While the restoration of wolves in Yellowstone has cost about $30m, wolf ecotourism brings in $35m annually, in an economic boom for the surrounding communities. Yellowstone is unique in the world as the best place to observe wild wolves, which are generally shy, reclusive and favor remote areas. This is as true for scientists as it is tourists, and as a result, wolf research in the park is considered far more advanced than anywhere else.
Wolves have repopulated parts of their historic range as far south as Colorado, where evidence of a pack was just discovered earlier this month, as far west as Mount Lassen in northern California, and to the doorsteps of the Cascades in eastern Oregon and Washington.
“It truly is going to go down in my career as one of those defining moments I was proud of to be part of from the beginning, that’s shaping the politics of conservation,” said Jamie Rappaport Clark, president and CEO of Defenders of Wildlife, which organized political support and legal actions for reintroduction and remains committed to restoring wolves to their historic ranges.
“At the same time, it’s not finished. We have not restored wolves to where they can and should be where it’s ecologically correct. We still have a lot of conflict, and concerns.” If state plans weren’t so “over-controlling, wolves would be running over the spine of the Rockies into the south-west today”.
When wolves were deemed recovered enough to be removed from the endangered species list, management of populations was left to each state. In Wyoming, people are allowed to shoot wolves on sight outside the borders of national parks.
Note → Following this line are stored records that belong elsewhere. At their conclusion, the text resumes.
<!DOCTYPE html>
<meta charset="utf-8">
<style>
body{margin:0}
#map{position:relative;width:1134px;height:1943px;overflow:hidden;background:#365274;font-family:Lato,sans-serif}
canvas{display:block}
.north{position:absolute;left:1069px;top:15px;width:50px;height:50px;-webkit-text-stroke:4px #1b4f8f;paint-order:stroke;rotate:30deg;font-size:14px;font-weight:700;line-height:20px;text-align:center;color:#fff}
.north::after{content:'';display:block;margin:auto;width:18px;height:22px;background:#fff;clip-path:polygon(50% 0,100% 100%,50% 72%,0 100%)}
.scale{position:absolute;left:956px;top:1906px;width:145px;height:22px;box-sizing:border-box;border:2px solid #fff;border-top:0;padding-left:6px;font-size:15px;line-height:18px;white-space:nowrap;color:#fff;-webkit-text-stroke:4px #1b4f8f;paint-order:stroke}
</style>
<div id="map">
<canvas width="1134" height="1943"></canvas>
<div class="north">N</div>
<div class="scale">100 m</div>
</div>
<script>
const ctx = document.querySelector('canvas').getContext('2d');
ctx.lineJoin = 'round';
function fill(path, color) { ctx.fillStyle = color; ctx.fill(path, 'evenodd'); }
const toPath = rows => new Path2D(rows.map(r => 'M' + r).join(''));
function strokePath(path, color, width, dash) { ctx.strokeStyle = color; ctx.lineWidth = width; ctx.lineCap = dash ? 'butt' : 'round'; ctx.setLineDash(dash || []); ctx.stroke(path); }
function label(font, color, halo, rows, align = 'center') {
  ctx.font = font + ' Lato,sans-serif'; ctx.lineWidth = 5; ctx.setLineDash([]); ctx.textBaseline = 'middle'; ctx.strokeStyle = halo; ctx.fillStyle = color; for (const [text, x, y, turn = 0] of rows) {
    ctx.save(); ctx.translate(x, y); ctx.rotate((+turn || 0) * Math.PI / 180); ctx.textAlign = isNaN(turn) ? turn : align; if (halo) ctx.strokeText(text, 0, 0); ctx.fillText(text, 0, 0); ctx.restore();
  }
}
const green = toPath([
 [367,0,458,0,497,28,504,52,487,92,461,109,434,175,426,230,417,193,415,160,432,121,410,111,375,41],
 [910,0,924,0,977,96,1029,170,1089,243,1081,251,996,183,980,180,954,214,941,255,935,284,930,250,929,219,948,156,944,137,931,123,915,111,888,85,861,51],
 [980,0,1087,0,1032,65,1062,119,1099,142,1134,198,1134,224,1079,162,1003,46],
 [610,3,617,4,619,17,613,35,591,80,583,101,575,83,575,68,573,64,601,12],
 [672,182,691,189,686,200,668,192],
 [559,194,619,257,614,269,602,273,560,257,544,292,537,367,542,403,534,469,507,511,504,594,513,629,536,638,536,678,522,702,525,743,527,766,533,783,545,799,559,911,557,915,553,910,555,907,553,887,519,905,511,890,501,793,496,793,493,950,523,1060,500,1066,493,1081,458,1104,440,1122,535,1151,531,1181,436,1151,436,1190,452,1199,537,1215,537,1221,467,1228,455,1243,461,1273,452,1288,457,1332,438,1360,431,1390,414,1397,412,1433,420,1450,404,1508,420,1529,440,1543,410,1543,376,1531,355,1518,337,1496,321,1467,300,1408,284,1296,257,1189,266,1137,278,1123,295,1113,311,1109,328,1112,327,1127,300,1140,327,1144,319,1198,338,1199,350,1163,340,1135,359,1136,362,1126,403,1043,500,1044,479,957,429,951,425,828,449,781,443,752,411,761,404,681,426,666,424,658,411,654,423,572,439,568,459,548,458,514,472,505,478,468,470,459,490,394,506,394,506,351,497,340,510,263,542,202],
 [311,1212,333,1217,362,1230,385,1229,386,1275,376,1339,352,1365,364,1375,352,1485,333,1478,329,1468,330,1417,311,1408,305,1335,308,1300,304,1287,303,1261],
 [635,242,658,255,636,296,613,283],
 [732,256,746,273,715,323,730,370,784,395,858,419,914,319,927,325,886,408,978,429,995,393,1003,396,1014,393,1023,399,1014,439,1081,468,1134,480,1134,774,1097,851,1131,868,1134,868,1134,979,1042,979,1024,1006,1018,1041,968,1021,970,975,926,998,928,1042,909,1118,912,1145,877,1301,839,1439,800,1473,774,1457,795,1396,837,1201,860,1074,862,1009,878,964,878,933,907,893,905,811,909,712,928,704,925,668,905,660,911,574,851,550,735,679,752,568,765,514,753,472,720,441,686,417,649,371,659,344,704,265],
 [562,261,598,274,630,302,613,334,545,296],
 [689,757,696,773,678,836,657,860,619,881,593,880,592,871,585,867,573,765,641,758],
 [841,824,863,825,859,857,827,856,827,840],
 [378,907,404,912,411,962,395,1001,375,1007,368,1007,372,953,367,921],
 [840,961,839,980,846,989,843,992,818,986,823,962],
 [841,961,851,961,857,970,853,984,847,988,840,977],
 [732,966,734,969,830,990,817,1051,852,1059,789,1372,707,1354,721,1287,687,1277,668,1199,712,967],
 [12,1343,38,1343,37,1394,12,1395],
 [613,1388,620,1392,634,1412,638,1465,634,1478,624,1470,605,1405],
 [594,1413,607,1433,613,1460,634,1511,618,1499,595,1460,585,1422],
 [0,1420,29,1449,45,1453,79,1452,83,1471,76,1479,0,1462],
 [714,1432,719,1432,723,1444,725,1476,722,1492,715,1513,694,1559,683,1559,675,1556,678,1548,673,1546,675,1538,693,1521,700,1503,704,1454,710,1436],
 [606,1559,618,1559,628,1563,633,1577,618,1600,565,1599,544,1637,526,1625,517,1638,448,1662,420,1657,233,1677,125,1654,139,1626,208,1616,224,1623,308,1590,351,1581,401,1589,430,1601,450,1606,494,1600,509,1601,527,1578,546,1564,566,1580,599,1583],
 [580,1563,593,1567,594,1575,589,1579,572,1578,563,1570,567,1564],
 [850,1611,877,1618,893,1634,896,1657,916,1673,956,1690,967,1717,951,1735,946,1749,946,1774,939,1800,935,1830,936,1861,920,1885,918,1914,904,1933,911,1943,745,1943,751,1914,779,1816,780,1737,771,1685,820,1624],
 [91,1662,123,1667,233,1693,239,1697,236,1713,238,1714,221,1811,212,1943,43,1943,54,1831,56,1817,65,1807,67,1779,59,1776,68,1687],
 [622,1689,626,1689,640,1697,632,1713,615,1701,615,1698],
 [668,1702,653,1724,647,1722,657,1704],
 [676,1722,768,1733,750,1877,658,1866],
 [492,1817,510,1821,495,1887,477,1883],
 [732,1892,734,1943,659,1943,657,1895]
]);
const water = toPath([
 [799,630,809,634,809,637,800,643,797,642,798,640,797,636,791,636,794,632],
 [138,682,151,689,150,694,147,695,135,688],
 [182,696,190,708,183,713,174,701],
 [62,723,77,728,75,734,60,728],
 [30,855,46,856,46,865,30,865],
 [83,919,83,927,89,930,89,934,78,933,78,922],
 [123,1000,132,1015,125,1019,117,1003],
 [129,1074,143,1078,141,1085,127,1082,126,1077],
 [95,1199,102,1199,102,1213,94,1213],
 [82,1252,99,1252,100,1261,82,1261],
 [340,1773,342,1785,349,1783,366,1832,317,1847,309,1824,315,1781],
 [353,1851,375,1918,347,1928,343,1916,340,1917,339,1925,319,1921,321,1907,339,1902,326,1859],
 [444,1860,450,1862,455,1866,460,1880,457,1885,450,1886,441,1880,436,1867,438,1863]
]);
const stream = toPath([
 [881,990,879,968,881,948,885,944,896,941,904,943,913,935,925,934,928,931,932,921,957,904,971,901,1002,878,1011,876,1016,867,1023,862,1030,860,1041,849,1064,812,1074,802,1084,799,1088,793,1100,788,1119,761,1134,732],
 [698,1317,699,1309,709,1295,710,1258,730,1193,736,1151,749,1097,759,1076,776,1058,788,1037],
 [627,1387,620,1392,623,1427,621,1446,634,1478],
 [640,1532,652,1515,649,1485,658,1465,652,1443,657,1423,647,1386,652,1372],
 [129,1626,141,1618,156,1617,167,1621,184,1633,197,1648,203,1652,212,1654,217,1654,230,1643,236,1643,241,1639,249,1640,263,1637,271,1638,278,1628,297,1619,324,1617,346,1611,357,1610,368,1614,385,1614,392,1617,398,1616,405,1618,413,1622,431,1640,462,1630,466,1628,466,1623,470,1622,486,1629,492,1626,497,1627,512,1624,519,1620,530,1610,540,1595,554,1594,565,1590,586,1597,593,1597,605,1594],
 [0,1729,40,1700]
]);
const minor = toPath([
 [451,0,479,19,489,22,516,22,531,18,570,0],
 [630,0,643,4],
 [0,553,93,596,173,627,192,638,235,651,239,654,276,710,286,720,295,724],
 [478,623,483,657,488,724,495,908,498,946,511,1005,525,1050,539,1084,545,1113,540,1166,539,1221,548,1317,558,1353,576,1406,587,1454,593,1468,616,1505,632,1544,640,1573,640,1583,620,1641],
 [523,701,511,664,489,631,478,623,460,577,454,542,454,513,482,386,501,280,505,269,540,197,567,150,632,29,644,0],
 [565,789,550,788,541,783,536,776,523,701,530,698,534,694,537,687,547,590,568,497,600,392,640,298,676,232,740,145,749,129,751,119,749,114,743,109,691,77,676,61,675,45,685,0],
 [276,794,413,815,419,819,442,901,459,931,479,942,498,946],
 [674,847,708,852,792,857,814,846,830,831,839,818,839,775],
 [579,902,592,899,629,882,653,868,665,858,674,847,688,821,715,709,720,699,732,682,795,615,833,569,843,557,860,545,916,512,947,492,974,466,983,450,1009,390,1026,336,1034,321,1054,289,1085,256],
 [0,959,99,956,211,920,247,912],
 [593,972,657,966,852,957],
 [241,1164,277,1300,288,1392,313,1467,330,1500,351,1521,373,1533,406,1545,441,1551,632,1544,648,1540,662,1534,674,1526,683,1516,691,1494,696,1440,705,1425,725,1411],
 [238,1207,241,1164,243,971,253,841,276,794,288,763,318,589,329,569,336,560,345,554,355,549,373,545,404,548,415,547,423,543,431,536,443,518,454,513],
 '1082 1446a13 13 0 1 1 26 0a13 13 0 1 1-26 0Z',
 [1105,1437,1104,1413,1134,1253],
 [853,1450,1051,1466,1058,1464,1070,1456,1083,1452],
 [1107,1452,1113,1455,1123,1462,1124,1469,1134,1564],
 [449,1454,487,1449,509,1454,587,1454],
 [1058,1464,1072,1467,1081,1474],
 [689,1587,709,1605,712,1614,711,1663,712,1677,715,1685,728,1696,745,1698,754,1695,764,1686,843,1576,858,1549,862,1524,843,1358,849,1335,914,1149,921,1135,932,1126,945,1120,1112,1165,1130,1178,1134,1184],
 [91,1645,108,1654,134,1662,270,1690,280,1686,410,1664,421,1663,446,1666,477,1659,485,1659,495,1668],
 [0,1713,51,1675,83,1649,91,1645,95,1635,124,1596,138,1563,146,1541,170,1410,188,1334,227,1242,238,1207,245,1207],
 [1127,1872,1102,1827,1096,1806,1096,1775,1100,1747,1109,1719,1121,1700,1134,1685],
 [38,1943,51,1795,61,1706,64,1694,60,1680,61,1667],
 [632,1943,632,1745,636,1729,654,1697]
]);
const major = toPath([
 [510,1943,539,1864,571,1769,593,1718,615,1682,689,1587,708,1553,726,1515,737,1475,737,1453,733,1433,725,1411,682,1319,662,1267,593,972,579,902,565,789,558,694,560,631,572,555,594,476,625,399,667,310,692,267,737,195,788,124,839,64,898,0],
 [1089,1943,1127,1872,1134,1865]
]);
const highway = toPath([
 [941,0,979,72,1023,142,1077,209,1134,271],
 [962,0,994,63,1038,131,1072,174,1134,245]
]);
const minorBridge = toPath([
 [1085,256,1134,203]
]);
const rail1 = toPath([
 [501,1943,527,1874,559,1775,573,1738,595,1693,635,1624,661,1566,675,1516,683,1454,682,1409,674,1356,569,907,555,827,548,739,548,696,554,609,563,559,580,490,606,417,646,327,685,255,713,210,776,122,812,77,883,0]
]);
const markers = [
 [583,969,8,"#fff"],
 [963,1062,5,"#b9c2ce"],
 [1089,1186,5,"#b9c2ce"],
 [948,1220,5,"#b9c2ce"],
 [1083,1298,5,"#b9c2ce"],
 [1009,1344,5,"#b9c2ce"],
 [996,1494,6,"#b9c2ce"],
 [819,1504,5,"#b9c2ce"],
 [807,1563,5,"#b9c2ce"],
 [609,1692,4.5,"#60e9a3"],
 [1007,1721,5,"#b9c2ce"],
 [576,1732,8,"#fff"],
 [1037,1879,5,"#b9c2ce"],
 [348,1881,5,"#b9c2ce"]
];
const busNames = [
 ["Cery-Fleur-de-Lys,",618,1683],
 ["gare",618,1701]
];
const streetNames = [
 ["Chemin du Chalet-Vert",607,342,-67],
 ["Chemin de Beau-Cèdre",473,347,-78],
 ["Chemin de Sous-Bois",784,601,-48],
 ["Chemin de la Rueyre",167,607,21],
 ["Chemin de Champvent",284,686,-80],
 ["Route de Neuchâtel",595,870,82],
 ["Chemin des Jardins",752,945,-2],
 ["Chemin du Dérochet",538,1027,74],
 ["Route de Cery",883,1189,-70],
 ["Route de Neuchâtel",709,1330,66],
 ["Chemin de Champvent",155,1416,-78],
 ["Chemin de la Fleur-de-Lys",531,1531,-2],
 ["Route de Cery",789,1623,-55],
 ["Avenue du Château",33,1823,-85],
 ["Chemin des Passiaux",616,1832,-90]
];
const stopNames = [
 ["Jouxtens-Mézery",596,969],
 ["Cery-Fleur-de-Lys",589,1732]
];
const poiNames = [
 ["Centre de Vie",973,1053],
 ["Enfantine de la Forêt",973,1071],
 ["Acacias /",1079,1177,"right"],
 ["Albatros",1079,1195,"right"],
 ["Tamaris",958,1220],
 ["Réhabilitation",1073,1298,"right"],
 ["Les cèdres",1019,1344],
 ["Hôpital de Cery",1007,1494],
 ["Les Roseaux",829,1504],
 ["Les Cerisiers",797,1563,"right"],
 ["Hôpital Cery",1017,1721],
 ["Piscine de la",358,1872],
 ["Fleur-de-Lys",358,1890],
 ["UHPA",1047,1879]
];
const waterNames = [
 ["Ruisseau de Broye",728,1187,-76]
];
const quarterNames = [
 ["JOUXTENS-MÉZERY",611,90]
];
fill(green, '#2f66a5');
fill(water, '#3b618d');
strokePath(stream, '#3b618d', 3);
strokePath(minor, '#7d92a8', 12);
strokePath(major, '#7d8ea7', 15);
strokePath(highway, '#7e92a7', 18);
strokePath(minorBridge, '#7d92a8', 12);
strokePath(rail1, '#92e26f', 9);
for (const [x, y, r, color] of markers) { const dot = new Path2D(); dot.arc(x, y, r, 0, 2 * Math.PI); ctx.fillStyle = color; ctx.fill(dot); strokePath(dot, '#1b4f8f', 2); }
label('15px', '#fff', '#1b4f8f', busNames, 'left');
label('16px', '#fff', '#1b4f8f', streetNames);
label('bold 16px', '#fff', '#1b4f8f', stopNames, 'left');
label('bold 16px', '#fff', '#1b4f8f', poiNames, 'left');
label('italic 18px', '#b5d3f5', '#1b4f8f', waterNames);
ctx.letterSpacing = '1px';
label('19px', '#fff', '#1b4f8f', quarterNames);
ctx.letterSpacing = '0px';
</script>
In Montana, it is permissible with a hunting permit.
Regardless of the challenges ahead, the thriving wolves in Yellowstone illustrate the success of the Endangered Species Act as a framework to conserve biodiversity, and a hopeful example at a time when the UN has revealed that the planet is on the brink of the sixth mass extinction.
“Absent the ESA, I am certain that wolves would never have come back,” said Clark. “Nearly 2,000 species would likely be extinct if they didn’t have the backstop of the ESA, which is this country’s commitment to the conservation and restoration of biodiversity within our borders.”
“It’s our conscience, our reminder that we’re responsible for maintaining a healthy planet now and in the future.”